Equality and inequality operators == !=

The equality operators, like the relational operators, compare two operands for the validity of a relationship. The equality operators, however, have a lower precedence than the relational operators. The following table describes the two equality operators:

Operator Usage
== Indicates whether the value of the left operand is equal to the value of the right operand.
!= Indicates whether the value of the left operand is not equal to the value of the right operand.

Both operands must have arithmetic or enumeration types or be pointers to the same type, or one operand must have a pointer type and the other operand must be a pointer to void or a null pointer.

C The type of the result is int and has the values 1 if the specified relationship is true, and 0 if false. C++ The type of the result is bool and has the values true or false.

If the operands have arithmetic types, the usual arithmetic conversions on the operands are performed.

If the operands are pointers, the result is determined by the locations of the objects to which the pointers refer.

If one operand is a pointer and the other operand is an integer having the value 0, the == expression is true only if the pointer operand evaluates to NULL. The != operator evaluates to true if the pointer operand does not evaluate to NULL.

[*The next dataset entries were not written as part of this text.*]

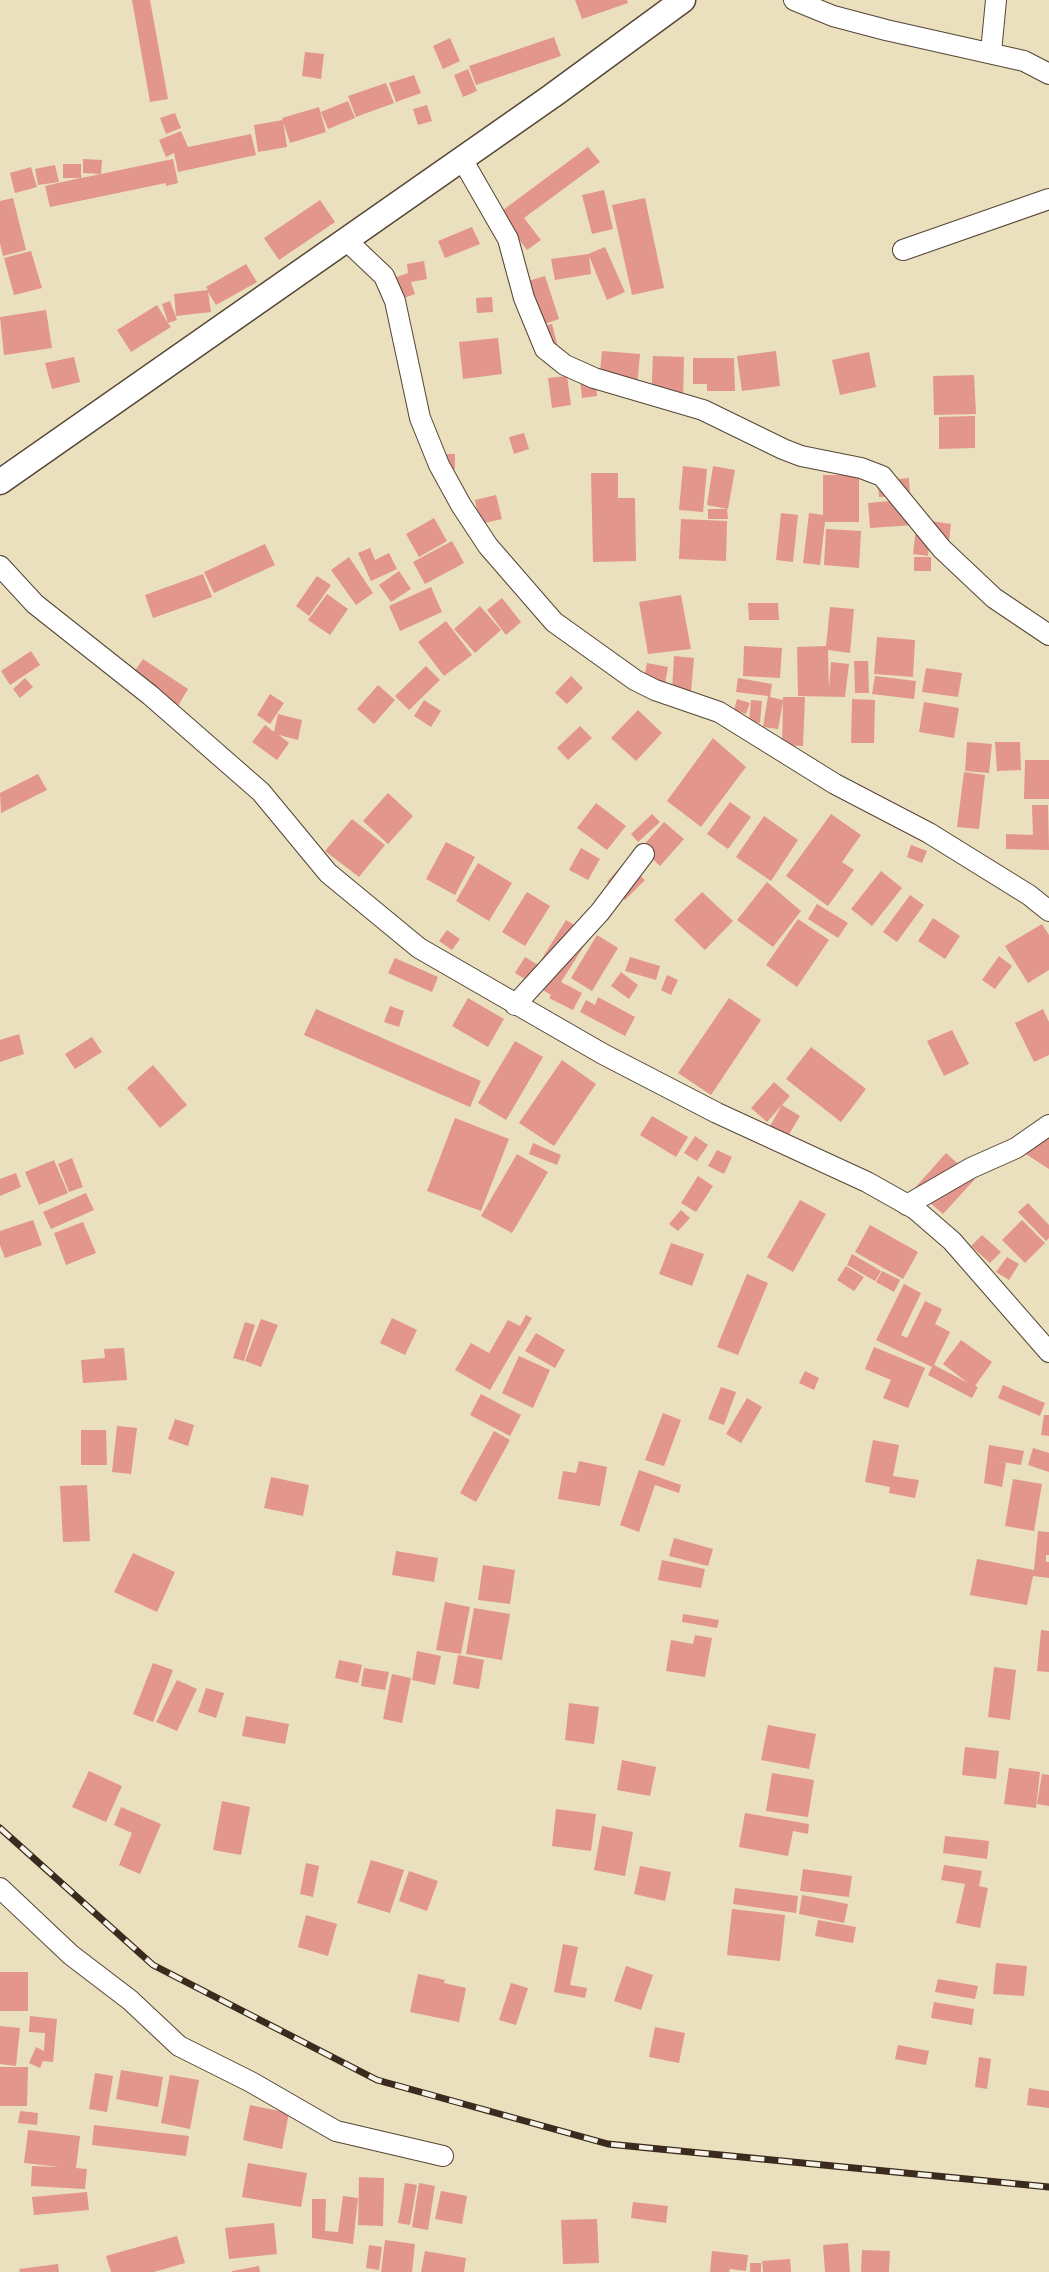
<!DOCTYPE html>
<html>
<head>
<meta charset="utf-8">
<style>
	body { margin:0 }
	canvas { display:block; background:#eae0bd }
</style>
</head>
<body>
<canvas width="1049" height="2272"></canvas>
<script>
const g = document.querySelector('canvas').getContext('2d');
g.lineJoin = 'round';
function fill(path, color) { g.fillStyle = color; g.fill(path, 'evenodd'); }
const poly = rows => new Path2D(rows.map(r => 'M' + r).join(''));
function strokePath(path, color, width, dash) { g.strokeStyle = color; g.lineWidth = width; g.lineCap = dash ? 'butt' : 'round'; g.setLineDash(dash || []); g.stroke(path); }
fill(poly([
	[132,0,150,0,168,99,150,102],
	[575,0,627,0,628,3,582,19],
	[554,37,561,56,476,85,469,66],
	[450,38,460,61,443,69,433,46],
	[305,52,324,54,321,79,302,76],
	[468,69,477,91,463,97,454,75],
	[414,75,421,93,396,102,389,83],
	[386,83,394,103,356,117,348,96],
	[348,101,355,118,328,129,321,112],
	[427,105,432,121,418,125,413,109],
	[319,107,326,132,290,143,282,118],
	[175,113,181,128,166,134,160,118],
	[283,120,287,147,258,152,254,125],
	[181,131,188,147,251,134,256,155,178,172,174,153,166,157,159,140],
	[588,147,600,162,524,218,541,240,527,250,499,213],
	[83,159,102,160,101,174,173,159,178,183,166,186,166,183,50,207,45,186,80,178,63,178,63,164,81,164,81,178,101,174,83,173],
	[55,165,59,182,38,185,35,169],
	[31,167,37,187,15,193,10,173],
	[604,190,613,229,592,234,582,195],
	[13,198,26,250,3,256,0,243,0,201],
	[645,198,664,288,632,295,612,205],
	[320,200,335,222,279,260,264,238],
	[472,227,480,244,445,258,438,241],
	[605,247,625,292,607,300,589,256,591,274,555,280,551,259,588,254],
	[31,251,42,288,14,295,4,258],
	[424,261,427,279,411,282,415,294,401,299,394,278,408,273,407,264],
	[246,264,257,282,216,305,208,292,211,312,176,316,174,294,208,290,206,287],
	[545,276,559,319,536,327,521,283],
	[492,297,493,312,477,313,476,298],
	[170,301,177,320,168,323,171,327,131,352,117,330,157,305,168,323,162,304],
	[46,310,52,348,4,355,0,317],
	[552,324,561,359,545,363,536,328],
	[498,338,502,374,463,379,459,342],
	[602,351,640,354,637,387,599,383],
	[776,351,780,386,742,391,737,356],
	[869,352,876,387,840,395,832,360],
	[653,356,684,357,683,403,651,402],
	[74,357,80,382,52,389,45,363],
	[693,358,734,358,735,391,707,391,707,384,693,384],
	[595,368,597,396,582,398,579,370],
	[974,375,976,414,934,415,933,376],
	[567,376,571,405,552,408,548,378],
	[975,416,975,448,939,449,939,417],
	[524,433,529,449,514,454,509,437],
	[443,454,455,454,455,469,443,469],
	[683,466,707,469,703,512,679,510],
	[713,466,735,470,728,509,707,505],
	[591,473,618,473,618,498,635,498,636,561,593,562],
	[823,475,859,475,859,522,825,522,820,565,803,563,809,513,823,515],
	[909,478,910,495,879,497,878,481],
	[496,495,502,519,480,524,475,500],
	[912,499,914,525,870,528,868,503],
	[708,509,727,509,728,519,708,519],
	[781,513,798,515,793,562,776,560],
	[434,518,447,541,419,557,406,534],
	[681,519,727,521,726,561,679,559],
	[917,519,951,524,949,541,930,538,928,556,913,554],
	[826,529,861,531,859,568,824,565],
	[452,541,464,563,425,584,413,562],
	[265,544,275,565,214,593,204,572],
	[370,548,375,560,389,553,397,569,371,581,358,553],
	[349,557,373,593,356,605,331,570],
	[914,557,931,557,931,571,914,571],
	[399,571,411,589,391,602,379,585],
	[203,574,212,597,153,618,145,595],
	[317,576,331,585,309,616,296,606],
	[431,587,442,612,400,631,389,606],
	[327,594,348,609,330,635,308,620],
	[681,595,691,649,648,654,639,602],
	[502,598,521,622,506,635,487,610],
	[748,603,778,603,779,620,749,620],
	[480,606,501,630,475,653,454,629],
	[830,607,854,609,850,653,828,650,829,689,831,662,849,664,845,697,798,696,797,647,826,646],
	[446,621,472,655,444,676,418,642],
	[877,637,915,640,913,677,874,674],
	[744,646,782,648,780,678,743,676],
	[31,651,40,665,10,685,1,671],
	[674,656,694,658,691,692,672,691],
	[143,659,188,689,178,706,132,675],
	[854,661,868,661,869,693,855,693],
	[647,663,668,667,665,683,644,678],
	[426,666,440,680,409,710,395,696],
	[926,668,962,673,958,697,922,692],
	[571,676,583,688,567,704,555,693],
	[875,676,916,681,914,699,872,694],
	[25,678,33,687,20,698,13,689],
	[738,678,772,684,770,697,783,700,783,697,805,697,803,746,782,745,783,702,778,729,763,727,768,696,736,692],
	[378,685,395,700,374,724,357,709],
	[270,694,284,703,270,724,257,715],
	[737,699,750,703,746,714,734,710],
	[852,699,875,700,874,743,851,743],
	[424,700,441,711,431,727,414,716],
	[751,700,762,701,760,723,749,722],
	[924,702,959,708,954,738,919,732],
	[638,710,662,733,636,761,611,738],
	[278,714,302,720,298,740,279,735,289,743,277,760,252,742,265,725,274,732],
	[580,726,592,738,568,760,557,748],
	[713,738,746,767,701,827,667,801],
	[967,742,992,744,989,773,965,771],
	[995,742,1020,742,1021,770,997,771],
	[1025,760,1049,760,1049,799,1024,799],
	[964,772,985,775,979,829,957,827],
	[38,774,47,790,1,813,0,793],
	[388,793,413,816,388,844,363,821],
	[730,802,751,817,728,849,707,834],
	[596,803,626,826,607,850,577,828],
	[1032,805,1048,805,1049,850,1006,849,1006,834,1033,835],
	[652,814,660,822,638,842,631,834],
	[831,814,861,835,842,862,854,870,828,906,786,876],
	[764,816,798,840,771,881,736,857],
	[352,819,385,845,359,877,325,851],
	[664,822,684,839,660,866,641,848],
	[446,842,475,857,455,895,426,879],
	[911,845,927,851,922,863,907,857],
	[581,848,600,859,588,880,569,870],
	[625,862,645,880,625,900,607,882],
	[478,863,512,883,489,921,456,901],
	[881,871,902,888,872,926,851,909],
	[767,882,801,911,773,947,737,920],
	[527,892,550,906,525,946,502,932],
	[702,892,733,921,705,950,674,920],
	[910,895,924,905,897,942,883,932],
	[817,904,848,923,838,938,808,919],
	[933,918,960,936,945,959,918,941],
	[798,919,829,940,797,987,766,965],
	[566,920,591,935,561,982,582,993,573,1010,549,998,551,995,515,973,525,957,538,965],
	[1042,924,1049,935,1049,970,1028,983,1005,946],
	[447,930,460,939,452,950,439,941],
	[597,935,618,948,592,991,571,978],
	[999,956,1012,966,995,989,982,980],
	[630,957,660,966,656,980,625,971],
	[395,958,438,977,432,992,388,973],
	[621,972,638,985,629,999,611,986],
	[667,975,678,980,671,995,661,990],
	[598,997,635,1017,625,1036,580,1012,586,1000,595,1005],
	[468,998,504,1019,488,1047,452,1026],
	[729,998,761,1020,711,1095,678,1073],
	[390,1006,404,1011,399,1027,384,1022],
	[316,1009,481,1081,470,1107,304,1035],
	[1043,1009,1049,1022,1049,1055,1034,1062,1015,1023],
	[952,1030,969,1064,944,1076,927,1041],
	[19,1034,24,1054,0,1062,0,1040],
	[92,1037,102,1052,75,1069,65,1054],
	[515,1041,543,1057,506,1120,478,1103],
	[811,1047,866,1089,841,1122,786,1079],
	[562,1060,596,1084,554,1146,519,1123],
	[153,1065,187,1105,160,1128,127,1088],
	[774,1082,790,1096,767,1122,751,1108],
	[782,1105,800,1116,788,1136,770,1126],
	[652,1116,688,1137,676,1157,640,1135],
	[455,1118,509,1139,481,1211,427,1191],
	[1036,1122,1049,1130,1049,1169,1018,1149],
	[695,1136,708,1145,697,1161,684,1153],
	[533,1143,561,1155,557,1165,529,1154],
	[717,1150,732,1157,724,1174,708,1166],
	[946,1153,975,1179,943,1214,914,1189],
	[517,1154,548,1172,512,1233,481,1216],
	[72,1158,83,1187,69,1192,58,1164],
	[54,1160,68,1193,39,1205,25,1172],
	[16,1173,21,1187,0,1196,0,1179],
	[698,1176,713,1186,696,1212,681,1203],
	[86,1193,94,1210,51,1229,43,1212],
	[800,1200,826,1214,793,1272,767,1257],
	[1028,1203,1049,1225,1049,1238,1046,1241,1018,1212],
	[681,1210,690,1218,678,1231,669,1224],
	[33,1220,42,1245,5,1258,0,1245,0,1231],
	[1022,1220,1045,1243,1025,1263,1002,1240],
	[83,1222,96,1253,66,1265,54,1233],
	[870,1225,918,1252,903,1279,855,1252],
	[982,1235,1001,1252,990,1263,971,1246],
	[671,1243,704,1254,692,1286,659,1274],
	[852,1254,881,1271,875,1281,847,1265],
	[1007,1257,1019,1264,1009,1280,996,1272],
	[846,1266,864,1277,854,1291,837,1280],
	[882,1271,900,1280,894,1292,876,1282],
	[747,1274,768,1283,738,1355,717,1347],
	[904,1284,921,1293,901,1335,907,1338,925,1301,942,1309,935,1324,950,1332,934,1365,968,1383,943,1364,961,1340,992,1362,975,1386,978,1387,972,1398,928,1375,932,1367,876,1340],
	[526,1315,532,1318,490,1390,455,1370,471,1343,489,1353,508,1320,520,1326],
	[392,1318,417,1330,405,1355,380,1343],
	[261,1319,278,1325,261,1367,245,1361],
	[245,1322,255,1325,244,1361,233,1358],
	[536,1333,565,1350,555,1368,525,1351],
	[874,1347,925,1368,908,1408,883,1398,891,1380,865,1369],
	[124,1348,127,1380,83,1383,81,1360,105,1358,104,1349],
	[519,1356,550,1370,533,1408,502,1393],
	[805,1371,819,1378,814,1390,799,1383],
	[1003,1385,1045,1403,1040,1416,998,1398],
	[721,1387,736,1392,724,1425,708,1419],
	[481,1394,521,1415,510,1436,470,1415],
	[747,1398,762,1407,741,1443,726,1434],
	[663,1413,681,1420,664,1466,645,1460],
	[1044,1415,1049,1415,1049,1436,1041,1435],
	[175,1419,194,1425,188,1446,168,1439],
	[117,1426,137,1428,131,1474,112,1472],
	[81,1430,106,1430,107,1465,81,1465],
	[494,1431,510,1440,476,1502,460,1493],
	[873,1440,899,1445,893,1476,919,1480,915,1498,889,1493,890,1487,865,1482],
	[989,1445,1024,1451,1021,1465,997,1461,1006,1463,1002,1487,984,1483],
	[1033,1448,1049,1453,1049,1472,1028,1465],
	[579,1461,607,1467,600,1506,558,1499,563,1471,576,1473],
	[639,1470,681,1485,679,1493,655,1485,639,1532,620,1525],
	[271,1477,309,1485,303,1516,264,1508],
	[1013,1479,1042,1484,1034,1531,1005,1526],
	[87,1485,90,1541,63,1542,60,1486],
	[1038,1531,1049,1532,1049,1555,1046,1555,1046,1562,1049,1562,1049,1578,1033,1576,1027,1605,970,1595,977,1559,1034,1570],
	[674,1538,713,1549,708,1566,669,1556],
	[396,1551,438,1558,434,1582,392,1575],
	[133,1553,175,1572,157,1612,114,1592],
	[662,1560,705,1569,701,1588,658,1580],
	[483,1565,515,1570,510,1604,478,1600],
	[445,1602,470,1607,461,1654,436,1650],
	[474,1608,510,1614,502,1660,466,1654],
	[683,1614,719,1620,717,1628,682,1622],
	[1041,1630,1049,1631,1049,1672,1037,1671],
	[695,1635,712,1638,705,1677,666,1671,671,1640,693,1644],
	[417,1651,441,1656,435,1685,412,1680],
	[458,1655,484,1660,479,1689,453,1684],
	[339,1660,362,1665,358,1683,335,1678],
	[153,1663,173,1670,153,1722,133,1714],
	[994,1667,1016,1670,1010,1720,988,1717],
	[364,1668,389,1672,385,1690,361,1686],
	[392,1674,411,1678,402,1723,383,1719],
	[177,1680,197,1689,177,1731,156,1722],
	[206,1688,224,1693,216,1718,198,1712],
	[569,1703,599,1707,594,1744,565,1740],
	[246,1716,289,1724,285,1744,242,1736],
	[768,1725,816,1734,809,1769,761,1760],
	[965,1747,999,1751,996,1779,962,1775],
	[622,1760,656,1767,650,1796,617,1790],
	[1009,1768,1040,1772,1036,1808,1004,1804],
	[89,1771,122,1786,106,1822,72,1807],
	[772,1773,814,1780,808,1817,766,1811],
	[1042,1774,1049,1775,1049,1806,1037,1804],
	[222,1801,250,1807,241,1855,213,1850],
	[121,1807,161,1824,140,1874,119,1865,132,1833,114,1825],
	[556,1809,596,1814,591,1851,552,1846],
	[745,1813,809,1824,808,1834,793,1831,788,1856,739,1847],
	[602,1826,633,1832,625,1876,594,1870],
	[945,1836,989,1841,987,1859,943,1853],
	[371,1860,404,1870,390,1913,357,1903],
	[306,1863,319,1866,313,1897,300,1894],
	[944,1865,982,1871,979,1886,988,1888,980,1928,956,1923,965,1884,941,1880],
	[640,1866,671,1872,665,1901,634,1894],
	[803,1869,852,1876,849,1897,800,1891],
	[409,1871,438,1881,427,1911,399,1901],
	[735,1888,798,1896,796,1913,733,1904],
	[802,1895,848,1904,844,1923,799,1914],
	[732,1909,785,1915,780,1961,727,1955],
	[306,1915,337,1924,328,1956,298,1947],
	[818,1920,856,1927,853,1943,815,1936],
	[563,1944,578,1947,570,1985,587,1988,585,1998,554,1992],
	[996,1963,1027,1966,1024,1996,993,1994],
	[626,1966,653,1975,641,2010,614,2001],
	[0,1972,28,1972,28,2011,0,2011],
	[418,1974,445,1980,444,1983,466,1988,459,2022,410,2012],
	[938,1979,978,1986,975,1999,935,1992],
	[511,1983,528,1988,516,2025,499,2020],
	[934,2002,974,2009,972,2025,931,2018],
	[30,2016,57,2019,53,2062,43,2061,40,2068,29,2063,36,2047,44,2051,45,2033,29,2032],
	[0,2026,20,2028,16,2066,0,2064],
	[655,2027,685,2033,679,2063,649,2057],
	[898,2045,929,2051,926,2065,895,2059],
	[979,2057,991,2059,987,2089,975,2087],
	[0,2067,28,2067,27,2106,0,2106],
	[121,2070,163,2077,158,2107,116,2099],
	[95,2073,113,2076,107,2112,89,2109],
	[170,2075,199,2080,190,2129,161,2123],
	[1029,2088,1049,2091,1049,2108,1027,2105],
	[250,2105,289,2113,282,2149,243,2140],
	[20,2111,38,2113,37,2125,18,2123],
	[94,2125,189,2136,186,2156,92,2145],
	[28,2130,80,2136,76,2168,87,2169,85,2189,31,2186,32,2166,60,2167,24,2163],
	[248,2163,307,2173,301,2207,242,2197],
	[359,2177,384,2178,383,2226,358,2225],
	[405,2183,417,2185,410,2225,398,2223],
	[419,2183,435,2186,428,2230,412,2227],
	[441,2191,467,2196,462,2224,435,2219],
	[87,2192,89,2210,34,2215,32,2197],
	[343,2196,358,2198,353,2244,312,2238,312,2199,326,2199,325,2231,338,2232],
	[633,2202,668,2206,666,2223,631,2218],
	[597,2219,599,2263,563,2264,561,2220],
	[274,2223,277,2254,229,2259,225,2228],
	[177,2236,185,2263,154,2272,111,2272,106,2256],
	[385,2240,415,2244,412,2272,381,2272],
	[848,2243,850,2272,825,2272,823,2245],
	[369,2245,382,2247,379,2270,366,2268],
	[862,2250,890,2251,889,2272,861,2272],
	[425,2251,466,2258,464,2272,421,2272],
	[712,2251,748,2255,746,2271,730,2269,729,2272,710,2272],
	[790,2259,791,2272,763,2272,762,2261],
	[750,2263,761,2263,761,2272,750,2272],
	[58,2264,59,2272,20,2272,19,2269],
	[259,2266,260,2272,232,2272,232,2271]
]), '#e3968b');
const minor = poly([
	[794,0,833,16,886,30,1024,61,1049,74],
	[991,52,996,0],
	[462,159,508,239,524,298,545,349,565,365,594,378,703,410,783,449,801,456,861,468,882,476,942,549,994,598,1049,635],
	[346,240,384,276,395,301,420,418,439,465,461,505,488,546,554,622,635,680,655,690,719,712,835,784,929,833,1029,895,1049,911],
	[903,250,1049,199],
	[0,566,35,604,150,695,261,792,328,873,419,948,603,1054,717,1113,867,1182,915,1209,952,1241,1049,1352],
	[515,1005,600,912,644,854],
	[907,1205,971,1168,1016,1148,1049,1125],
	[0,1888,71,1955,130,2000,179,2046,251,2082,336,2131,443,2156]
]);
const tertiary = poly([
	[0,482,552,96,683,0]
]);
strokePath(minor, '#554536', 22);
strokePath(tertiary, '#554536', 27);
strokePath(minor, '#fff', 20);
strokePath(tertiary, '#fff', 24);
const rail = poly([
	[0,1828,153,1965,377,2080,608,2144,1049,2187]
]);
strokePath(rail, '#3b2a1e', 7);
strokePath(rail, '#f7f3e8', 4.5, [14]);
</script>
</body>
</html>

You can also use the equality operators to compare pointers to members that are of the same type but do not belong to the same object. The following expressions contain examples of equality and relational operators:

time < max_time == status < complete
letter != EOF
The equality operator (==) should not be confused with the assignment (=) operator.

For example,

if (x == 3)
evaluates to true (or 1) if x is equal to three. Equality tests like this should be coded with spaces between the operator and the operands to prevent unintentional assignments.


if (x = 3)
is taken to be true because (x = 3) evaluates to a nonzero value (3). The expression also assigns the value 3 to x.